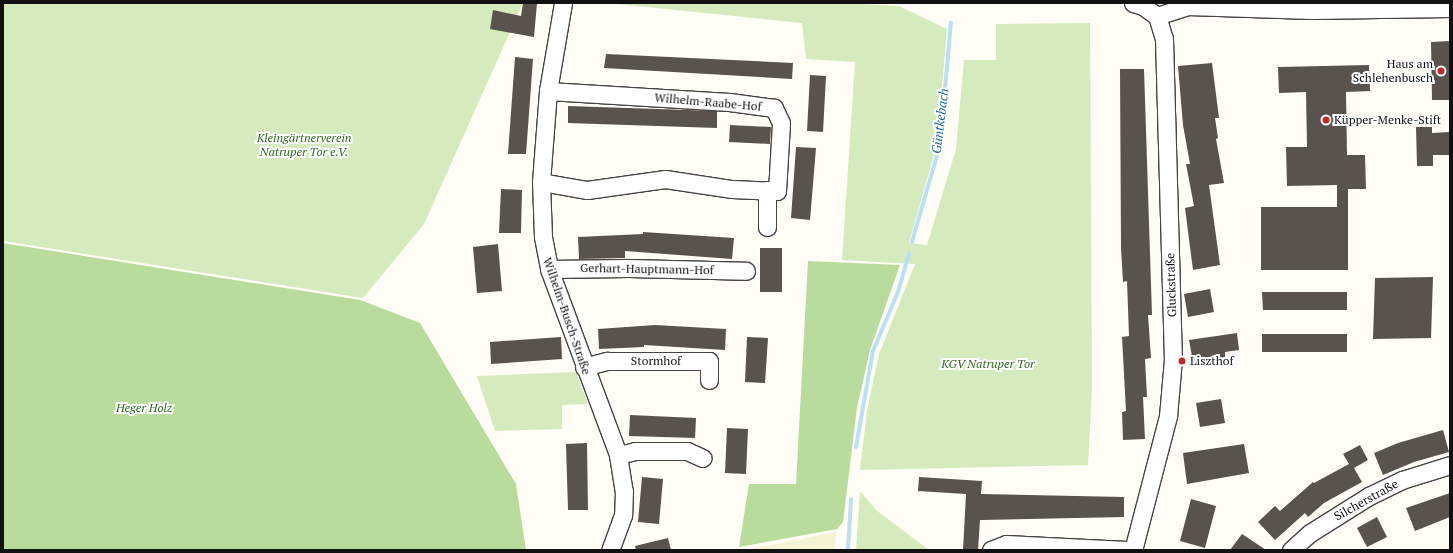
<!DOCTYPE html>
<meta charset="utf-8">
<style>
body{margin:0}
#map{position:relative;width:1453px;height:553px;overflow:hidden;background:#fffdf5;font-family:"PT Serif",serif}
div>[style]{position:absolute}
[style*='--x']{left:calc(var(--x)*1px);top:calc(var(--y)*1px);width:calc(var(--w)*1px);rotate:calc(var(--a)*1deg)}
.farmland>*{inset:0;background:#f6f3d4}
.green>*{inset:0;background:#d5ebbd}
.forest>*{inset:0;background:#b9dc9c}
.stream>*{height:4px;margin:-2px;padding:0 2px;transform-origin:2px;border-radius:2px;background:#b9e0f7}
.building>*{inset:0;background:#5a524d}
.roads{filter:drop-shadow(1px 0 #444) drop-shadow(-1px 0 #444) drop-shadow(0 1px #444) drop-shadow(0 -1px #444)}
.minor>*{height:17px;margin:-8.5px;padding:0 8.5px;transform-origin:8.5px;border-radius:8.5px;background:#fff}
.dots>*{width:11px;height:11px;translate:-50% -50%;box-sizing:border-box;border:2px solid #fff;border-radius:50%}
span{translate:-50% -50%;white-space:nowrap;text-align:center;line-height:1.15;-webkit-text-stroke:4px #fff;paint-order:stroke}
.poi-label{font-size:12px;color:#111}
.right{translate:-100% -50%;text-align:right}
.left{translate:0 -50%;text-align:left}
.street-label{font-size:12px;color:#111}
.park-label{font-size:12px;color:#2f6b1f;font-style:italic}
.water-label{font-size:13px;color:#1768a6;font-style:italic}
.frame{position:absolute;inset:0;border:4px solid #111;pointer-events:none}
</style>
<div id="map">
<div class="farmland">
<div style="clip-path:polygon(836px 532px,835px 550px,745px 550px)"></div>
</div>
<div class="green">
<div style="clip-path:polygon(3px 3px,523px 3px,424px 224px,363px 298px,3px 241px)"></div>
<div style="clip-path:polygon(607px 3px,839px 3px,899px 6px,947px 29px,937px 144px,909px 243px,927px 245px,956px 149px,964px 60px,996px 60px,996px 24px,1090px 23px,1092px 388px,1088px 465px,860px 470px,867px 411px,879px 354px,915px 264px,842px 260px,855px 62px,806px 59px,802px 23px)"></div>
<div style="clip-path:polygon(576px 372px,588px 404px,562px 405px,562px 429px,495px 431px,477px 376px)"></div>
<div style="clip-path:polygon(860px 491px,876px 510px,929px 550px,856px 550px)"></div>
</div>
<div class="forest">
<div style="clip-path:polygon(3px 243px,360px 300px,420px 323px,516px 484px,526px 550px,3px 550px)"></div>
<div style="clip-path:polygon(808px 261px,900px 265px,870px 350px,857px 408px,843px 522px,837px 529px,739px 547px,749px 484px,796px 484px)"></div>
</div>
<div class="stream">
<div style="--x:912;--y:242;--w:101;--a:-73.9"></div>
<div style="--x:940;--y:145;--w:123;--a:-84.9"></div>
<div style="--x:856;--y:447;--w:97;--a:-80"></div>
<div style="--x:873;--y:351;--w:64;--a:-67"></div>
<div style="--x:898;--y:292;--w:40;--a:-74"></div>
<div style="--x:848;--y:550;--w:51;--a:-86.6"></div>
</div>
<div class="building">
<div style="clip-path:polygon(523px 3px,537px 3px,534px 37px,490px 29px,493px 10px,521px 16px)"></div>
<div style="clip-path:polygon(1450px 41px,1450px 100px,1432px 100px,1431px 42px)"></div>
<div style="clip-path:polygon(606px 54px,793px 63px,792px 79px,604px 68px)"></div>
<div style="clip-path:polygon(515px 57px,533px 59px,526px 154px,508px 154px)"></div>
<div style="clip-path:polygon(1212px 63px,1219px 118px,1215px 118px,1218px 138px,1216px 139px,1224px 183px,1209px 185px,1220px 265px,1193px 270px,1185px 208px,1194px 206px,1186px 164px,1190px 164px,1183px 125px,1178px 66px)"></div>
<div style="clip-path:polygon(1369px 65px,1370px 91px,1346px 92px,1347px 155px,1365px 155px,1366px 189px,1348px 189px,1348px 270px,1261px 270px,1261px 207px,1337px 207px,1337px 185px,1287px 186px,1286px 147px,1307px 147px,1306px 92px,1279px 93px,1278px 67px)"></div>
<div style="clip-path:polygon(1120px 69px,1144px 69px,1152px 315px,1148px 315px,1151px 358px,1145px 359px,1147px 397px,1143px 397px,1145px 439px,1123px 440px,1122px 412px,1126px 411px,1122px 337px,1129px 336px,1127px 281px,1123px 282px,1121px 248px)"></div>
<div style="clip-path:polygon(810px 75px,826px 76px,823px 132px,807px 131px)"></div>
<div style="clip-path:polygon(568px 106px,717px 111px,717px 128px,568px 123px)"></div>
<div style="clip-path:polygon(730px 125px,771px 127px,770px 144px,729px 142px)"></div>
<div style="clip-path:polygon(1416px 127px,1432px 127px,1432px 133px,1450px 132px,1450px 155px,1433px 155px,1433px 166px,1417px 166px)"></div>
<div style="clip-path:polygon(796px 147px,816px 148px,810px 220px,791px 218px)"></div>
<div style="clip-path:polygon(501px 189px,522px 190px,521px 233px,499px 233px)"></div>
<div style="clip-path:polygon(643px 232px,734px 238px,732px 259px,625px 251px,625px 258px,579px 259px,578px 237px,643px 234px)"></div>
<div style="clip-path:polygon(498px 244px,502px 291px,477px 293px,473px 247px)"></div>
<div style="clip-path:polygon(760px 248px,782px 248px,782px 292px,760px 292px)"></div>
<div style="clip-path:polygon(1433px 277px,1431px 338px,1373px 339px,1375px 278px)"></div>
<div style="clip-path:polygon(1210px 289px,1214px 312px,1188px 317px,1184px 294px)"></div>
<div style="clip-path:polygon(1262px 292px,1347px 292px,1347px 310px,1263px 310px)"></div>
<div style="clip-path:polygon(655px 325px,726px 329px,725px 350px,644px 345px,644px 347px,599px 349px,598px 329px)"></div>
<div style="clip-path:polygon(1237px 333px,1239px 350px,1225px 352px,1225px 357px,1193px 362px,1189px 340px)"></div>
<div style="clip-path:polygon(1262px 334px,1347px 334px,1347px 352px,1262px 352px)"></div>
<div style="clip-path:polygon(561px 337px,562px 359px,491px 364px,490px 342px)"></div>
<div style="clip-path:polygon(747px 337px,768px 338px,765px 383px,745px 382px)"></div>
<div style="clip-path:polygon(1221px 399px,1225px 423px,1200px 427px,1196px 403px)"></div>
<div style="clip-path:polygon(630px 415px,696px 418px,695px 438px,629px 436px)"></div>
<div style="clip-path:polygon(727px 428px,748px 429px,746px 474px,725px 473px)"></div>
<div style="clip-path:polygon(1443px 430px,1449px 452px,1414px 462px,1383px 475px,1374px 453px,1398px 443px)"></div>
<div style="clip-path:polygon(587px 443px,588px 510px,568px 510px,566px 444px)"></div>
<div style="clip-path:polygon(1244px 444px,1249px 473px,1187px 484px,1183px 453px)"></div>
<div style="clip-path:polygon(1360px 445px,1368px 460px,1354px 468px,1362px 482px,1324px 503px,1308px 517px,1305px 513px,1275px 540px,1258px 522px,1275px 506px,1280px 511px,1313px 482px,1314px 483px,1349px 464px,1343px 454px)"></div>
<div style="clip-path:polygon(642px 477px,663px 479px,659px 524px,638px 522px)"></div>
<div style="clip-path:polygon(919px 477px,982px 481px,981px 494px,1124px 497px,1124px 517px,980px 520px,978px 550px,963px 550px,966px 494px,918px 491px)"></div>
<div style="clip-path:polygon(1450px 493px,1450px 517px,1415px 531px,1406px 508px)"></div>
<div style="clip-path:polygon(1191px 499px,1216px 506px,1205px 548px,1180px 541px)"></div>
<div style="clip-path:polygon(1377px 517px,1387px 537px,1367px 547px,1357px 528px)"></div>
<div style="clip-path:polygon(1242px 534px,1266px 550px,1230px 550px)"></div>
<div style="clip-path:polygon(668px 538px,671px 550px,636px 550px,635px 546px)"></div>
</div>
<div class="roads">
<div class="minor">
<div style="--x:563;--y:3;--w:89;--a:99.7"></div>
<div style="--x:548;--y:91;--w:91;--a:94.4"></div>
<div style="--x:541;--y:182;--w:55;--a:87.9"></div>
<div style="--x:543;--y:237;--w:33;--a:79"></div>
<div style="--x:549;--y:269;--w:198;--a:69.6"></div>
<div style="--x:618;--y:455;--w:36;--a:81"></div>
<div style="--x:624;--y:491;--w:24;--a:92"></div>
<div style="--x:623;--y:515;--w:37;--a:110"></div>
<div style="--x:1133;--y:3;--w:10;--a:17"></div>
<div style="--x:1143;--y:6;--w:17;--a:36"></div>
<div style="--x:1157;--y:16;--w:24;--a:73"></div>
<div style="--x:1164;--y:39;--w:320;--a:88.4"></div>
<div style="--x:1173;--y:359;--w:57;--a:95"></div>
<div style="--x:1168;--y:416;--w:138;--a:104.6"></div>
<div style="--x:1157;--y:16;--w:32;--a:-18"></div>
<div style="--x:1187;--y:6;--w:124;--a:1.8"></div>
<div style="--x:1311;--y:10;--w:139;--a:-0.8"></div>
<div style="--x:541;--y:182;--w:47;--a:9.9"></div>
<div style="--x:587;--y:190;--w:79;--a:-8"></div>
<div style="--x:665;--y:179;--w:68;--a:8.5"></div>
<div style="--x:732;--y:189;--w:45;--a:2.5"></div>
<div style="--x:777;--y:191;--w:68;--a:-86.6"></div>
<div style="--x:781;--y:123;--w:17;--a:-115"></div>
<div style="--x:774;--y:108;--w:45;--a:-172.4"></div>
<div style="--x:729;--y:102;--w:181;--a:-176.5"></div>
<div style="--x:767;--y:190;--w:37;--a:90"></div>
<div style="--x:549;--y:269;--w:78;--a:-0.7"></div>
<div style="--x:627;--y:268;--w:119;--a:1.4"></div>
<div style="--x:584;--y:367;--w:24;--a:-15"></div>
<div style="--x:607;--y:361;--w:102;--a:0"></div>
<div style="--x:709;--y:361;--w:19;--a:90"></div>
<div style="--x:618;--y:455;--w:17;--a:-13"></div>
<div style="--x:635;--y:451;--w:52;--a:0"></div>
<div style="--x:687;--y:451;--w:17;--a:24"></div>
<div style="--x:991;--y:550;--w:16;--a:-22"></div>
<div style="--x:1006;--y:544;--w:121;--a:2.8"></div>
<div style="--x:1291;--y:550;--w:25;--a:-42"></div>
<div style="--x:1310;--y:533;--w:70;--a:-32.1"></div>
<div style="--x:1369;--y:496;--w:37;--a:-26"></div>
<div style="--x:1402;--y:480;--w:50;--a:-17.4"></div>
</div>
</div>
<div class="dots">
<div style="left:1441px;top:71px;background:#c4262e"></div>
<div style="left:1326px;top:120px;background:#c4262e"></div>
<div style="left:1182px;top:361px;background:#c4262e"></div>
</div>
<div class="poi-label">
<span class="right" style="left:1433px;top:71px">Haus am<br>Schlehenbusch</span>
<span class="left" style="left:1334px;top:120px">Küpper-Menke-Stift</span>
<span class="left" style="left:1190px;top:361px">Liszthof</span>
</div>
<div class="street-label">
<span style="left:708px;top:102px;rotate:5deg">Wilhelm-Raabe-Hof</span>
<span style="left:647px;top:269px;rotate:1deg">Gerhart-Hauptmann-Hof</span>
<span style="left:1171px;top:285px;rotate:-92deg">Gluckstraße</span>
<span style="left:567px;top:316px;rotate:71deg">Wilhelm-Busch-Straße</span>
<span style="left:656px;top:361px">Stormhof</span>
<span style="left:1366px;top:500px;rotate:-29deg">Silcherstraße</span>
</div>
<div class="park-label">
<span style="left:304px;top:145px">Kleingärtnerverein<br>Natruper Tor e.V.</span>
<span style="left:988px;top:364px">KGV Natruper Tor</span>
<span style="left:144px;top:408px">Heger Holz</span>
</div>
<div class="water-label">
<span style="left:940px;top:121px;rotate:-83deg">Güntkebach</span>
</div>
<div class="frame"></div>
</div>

***

# PROBLEM TO SOLVE
Repeat only the lines between the top of the entries above and the line containing "3px,523px 3px,424px 224px,363px", both ends included, without the pictures.

# REPLY
<!DOCTYPE html>
<meta charset="utf-8">
<style>
body{margin:0}
#map{position:relative;width:1453px;height:553px;overflow:hidden;background:#fffdf5;font-family:"PT Serif",serif}
div>[style]{position:absolute}
[style*='--x']{left:calc(var(--x)*1px);top:calc(var(--y)*1px);width:calc(var(--w)*1px);rotate:calc(var(--a)*1deg)}
.farmland>*{inset:0;background:#f6f3d4}
.green>*{inset:0;background:#d5ebbd}
.forest>*{inset:0;background:#b9dc9c}
.stream>*{height:4px;margin:-2px;padding:0 2px;transform-origin:2px;border-radius:2px;background:#b9e0f7}
.building>*{inset:0;background:#5a524d}
.roads{filter:drop-shadow(1px 0 #444) drop-shadow(-1px 0 #444) drop-shadow(0 1px #444) drop-shadow(0 -1px #444)}
.minor>*{height:17px;margin:-8.5px;padding:0 8.5px;transform-origin:8.5px;border-radius:8.5px;background:#fff}
.dots>*{width:11px;height:11px;translate:-50% -50%;box-sizing:border-box;border:2px solid #fff;border-radius:50%}
span{translate:-50% -50%;white-space:nowrap;text-align:center;line-height:1.15;-webkit-text-stroke:4px #fff;paint-order:stroke}
.poi-label{font-size:12px;color:#111}
.right{translate:-100% -50%;text-align:right}
.left{translate:0 -50%;text-align:left}
.street-label{font-size:12px;color:#111}
.park-label{font-size:12px;color:#2f6b1f;font-style:italic}
.water-label{font-size:13px;color:#1768a6;font-style:italic}
.frame{position:absolute;inset:0;border:4px solid #111;pointer-events:none}
</style>
<div id="map">
<div class="farmland">
<div style="clip-path:polygon(836px 532px,835px 550px,745px 550px)"></div>
</div>
<div class="green">
<div style="clip-path:polygon(3px 3px,523px 3px,424px 224px,363px 298px,3px 241px)"></div>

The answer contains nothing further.